THE DATA START
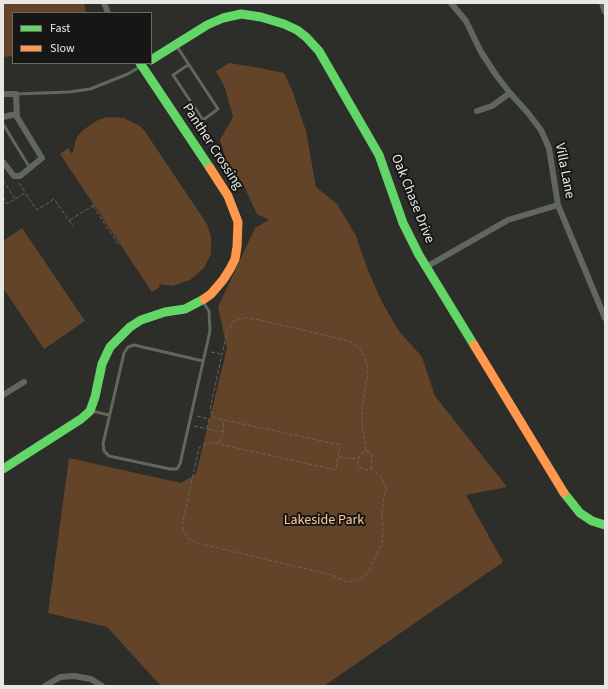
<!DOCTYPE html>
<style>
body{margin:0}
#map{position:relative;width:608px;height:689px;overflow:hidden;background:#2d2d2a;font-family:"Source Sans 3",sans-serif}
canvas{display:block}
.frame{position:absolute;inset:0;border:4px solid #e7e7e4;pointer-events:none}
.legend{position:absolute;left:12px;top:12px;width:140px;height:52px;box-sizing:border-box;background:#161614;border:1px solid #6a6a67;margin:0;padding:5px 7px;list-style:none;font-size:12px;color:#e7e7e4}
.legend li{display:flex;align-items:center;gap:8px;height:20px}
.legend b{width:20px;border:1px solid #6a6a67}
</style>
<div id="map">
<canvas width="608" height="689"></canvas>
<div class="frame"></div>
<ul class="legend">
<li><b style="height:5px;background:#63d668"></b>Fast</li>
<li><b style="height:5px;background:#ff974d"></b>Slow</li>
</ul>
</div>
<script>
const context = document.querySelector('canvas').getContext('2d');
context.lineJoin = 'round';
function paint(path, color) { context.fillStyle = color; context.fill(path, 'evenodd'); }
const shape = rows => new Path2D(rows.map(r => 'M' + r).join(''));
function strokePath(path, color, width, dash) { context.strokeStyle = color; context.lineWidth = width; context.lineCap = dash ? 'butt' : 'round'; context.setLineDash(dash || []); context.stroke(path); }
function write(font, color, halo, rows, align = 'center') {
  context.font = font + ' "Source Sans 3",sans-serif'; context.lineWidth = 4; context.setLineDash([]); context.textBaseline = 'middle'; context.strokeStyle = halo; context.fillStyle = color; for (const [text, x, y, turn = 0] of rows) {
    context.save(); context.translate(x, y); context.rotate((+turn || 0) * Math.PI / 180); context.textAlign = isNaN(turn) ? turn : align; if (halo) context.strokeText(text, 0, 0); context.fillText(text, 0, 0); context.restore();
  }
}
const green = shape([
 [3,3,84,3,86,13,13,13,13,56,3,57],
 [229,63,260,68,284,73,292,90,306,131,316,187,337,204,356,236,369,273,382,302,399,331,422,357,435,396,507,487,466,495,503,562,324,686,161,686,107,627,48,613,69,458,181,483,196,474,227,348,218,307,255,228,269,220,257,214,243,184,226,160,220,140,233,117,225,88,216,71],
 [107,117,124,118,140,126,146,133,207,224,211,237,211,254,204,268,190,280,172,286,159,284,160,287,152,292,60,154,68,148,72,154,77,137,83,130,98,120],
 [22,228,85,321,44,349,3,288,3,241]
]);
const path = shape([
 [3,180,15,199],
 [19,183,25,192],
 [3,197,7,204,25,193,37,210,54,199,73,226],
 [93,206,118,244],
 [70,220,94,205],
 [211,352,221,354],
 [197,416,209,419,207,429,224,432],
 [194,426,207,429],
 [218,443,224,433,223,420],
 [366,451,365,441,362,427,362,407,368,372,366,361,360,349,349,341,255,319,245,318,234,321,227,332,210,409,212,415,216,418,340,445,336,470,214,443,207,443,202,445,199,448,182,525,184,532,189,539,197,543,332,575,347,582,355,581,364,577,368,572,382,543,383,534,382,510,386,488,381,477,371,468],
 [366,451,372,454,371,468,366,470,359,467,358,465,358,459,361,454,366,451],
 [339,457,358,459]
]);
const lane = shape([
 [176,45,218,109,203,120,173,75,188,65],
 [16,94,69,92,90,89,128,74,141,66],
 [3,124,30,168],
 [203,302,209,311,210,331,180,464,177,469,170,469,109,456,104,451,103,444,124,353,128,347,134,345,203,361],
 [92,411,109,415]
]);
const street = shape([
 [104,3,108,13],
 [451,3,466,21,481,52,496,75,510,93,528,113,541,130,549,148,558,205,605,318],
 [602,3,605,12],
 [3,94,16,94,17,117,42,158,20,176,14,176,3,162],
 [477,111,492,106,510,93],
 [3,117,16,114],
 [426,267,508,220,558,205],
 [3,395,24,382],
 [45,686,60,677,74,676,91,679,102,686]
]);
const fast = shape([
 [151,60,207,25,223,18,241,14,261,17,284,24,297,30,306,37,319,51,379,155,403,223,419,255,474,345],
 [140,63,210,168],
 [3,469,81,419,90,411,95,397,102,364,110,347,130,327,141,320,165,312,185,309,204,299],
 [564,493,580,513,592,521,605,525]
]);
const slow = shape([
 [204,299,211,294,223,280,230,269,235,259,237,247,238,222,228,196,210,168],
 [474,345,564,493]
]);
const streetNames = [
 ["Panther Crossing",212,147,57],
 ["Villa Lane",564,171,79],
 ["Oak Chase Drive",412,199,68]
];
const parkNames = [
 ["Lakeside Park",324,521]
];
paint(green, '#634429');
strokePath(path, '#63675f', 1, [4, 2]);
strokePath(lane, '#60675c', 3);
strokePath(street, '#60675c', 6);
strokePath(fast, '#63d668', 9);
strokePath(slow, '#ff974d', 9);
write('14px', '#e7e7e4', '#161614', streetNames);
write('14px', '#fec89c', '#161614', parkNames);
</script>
THE DATA END
### YOUR INSTRUCTIONS
Beginning at the line above with "context.lineJoin = 'round';" and finishing at the line with "function write(font, color, halo, rows, align", return each line exactly and return nothing else.

### TASK RESULT
context.lineJoin = 'round';
function paint(path, color) { context.fillStyle = color; context.fill(path, 'evenodd'); }
const shape = rows => new Path2D(rows.map(r => 'M' + r).join(''));
function strokePath(path, color, width, dash) { context.strokeStyle = color; context.lineWidth = width; context.lineCap = dash ? 'butt' : 'round'; context.setLineDash(dash || []); context.stroke(path); }
function write(font, color, halo, rows, align = 'center') {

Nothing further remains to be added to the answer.